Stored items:
=====

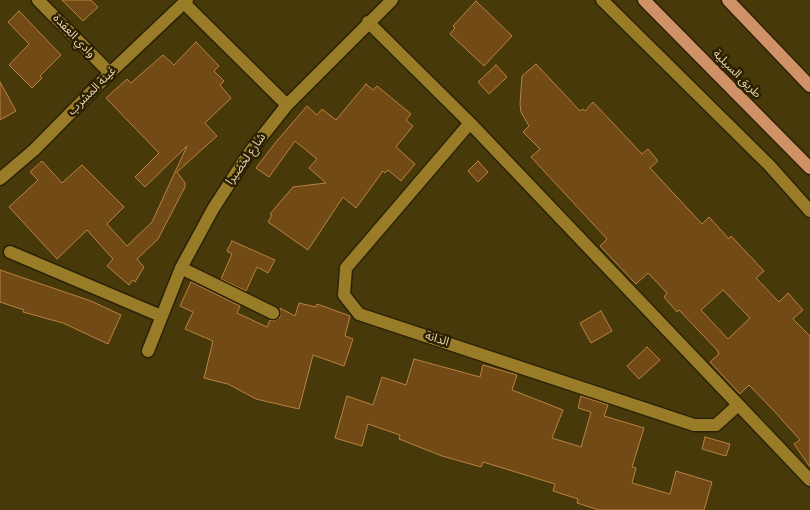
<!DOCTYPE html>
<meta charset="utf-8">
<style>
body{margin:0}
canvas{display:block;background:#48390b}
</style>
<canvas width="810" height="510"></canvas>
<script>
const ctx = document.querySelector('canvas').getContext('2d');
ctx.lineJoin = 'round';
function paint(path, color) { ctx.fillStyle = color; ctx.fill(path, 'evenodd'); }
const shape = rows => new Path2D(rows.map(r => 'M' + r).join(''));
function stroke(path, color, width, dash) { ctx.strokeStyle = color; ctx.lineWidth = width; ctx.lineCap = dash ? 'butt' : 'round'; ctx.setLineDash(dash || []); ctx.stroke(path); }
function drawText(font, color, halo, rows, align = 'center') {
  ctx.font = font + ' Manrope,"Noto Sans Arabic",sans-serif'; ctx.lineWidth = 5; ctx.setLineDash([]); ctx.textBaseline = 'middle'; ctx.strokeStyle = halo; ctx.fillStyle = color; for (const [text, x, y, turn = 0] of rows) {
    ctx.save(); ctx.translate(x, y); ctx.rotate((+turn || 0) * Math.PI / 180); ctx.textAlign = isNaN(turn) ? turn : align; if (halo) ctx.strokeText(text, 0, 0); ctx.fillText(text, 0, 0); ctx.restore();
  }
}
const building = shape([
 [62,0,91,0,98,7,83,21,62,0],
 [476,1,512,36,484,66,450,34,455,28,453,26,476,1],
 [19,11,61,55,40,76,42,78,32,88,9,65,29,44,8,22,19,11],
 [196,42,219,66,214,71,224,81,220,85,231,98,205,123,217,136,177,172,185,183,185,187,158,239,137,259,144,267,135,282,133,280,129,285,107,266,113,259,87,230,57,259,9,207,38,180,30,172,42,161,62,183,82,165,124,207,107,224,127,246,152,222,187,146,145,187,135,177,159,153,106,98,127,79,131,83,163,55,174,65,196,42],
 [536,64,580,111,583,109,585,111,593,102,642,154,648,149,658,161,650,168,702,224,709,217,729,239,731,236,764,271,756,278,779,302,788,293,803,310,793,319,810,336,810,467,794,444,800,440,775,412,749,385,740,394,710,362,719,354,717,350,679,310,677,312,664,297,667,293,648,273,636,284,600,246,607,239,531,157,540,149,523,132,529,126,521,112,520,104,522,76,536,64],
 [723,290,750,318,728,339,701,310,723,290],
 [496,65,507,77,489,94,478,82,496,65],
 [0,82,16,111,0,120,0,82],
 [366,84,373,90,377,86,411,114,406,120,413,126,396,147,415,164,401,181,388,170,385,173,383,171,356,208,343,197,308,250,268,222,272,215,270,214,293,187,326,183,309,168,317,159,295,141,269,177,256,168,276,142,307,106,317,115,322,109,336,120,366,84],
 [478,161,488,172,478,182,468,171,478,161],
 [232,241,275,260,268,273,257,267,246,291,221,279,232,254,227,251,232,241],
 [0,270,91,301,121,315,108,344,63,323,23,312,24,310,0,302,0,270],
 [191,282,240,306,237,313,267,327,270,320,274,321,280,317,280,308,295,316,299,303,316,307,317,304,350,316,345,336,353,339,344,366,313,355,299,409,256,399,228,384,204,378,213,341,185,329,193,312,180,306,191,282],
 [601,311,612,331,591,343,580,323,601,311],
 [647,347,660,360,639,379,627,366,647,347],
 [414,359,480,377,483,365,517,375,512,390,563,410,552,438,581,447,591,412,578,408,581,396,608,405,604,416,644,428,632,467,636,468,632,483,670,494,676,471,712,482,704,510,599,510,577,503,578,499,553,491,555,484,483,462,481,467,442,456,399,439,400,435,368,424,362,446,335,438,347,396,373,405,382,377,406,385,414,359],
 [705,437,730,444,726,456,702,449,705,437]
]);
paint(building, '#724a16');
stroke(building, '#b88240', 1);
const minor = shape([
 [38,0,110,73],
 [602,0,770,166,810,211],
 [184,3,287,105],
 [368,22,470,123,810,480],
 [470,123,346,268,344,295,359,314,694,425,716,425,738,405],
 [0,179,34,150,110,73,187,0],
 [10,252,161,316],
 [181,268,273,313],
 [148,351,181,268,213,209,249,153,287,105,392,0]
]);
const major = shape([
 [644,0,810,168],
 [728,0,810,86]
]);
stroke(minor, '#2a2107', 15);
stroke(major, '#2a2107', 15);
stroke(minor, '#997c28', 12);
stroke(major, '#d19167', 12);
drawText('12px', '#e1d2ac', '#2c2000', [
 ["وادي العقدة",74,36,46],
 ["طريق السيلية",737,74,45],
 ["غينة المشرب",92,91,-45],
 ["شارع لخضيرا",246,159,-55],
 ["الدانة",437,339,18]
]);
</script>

=====

Task requirements: What should be set down is every line from the opening of the records through the line that contains "function stroke(path, color, width, dash)", exactly, with pictures left out.

Response for this exercise:
<!DOCTYPE html>
<meta charset="utf-8">
<style>
body{margin:0}
canvas{display:block;background:#48390b}
</style>
<canvas width="810" height="510"></canvas>
<script>
const ctx = document.querySelector('canvas').getContext('2d');
ctx.lineJoin = 'round';
function paint(path, color) { ctx.fillStyle = color; ctx.fill(path, 'evenodd'); }
const shape = rows => new Path2D(rows.map(r => 'M' + r).join(''));
function stroke(path, color, width, dash) { ctx.strokeStyle = color; ctx.lineWidth = width; ctx.lineCap = dash ? 'butt' : 'round'; ctx.setLineDash(dash || []); ctx.stroke(path); }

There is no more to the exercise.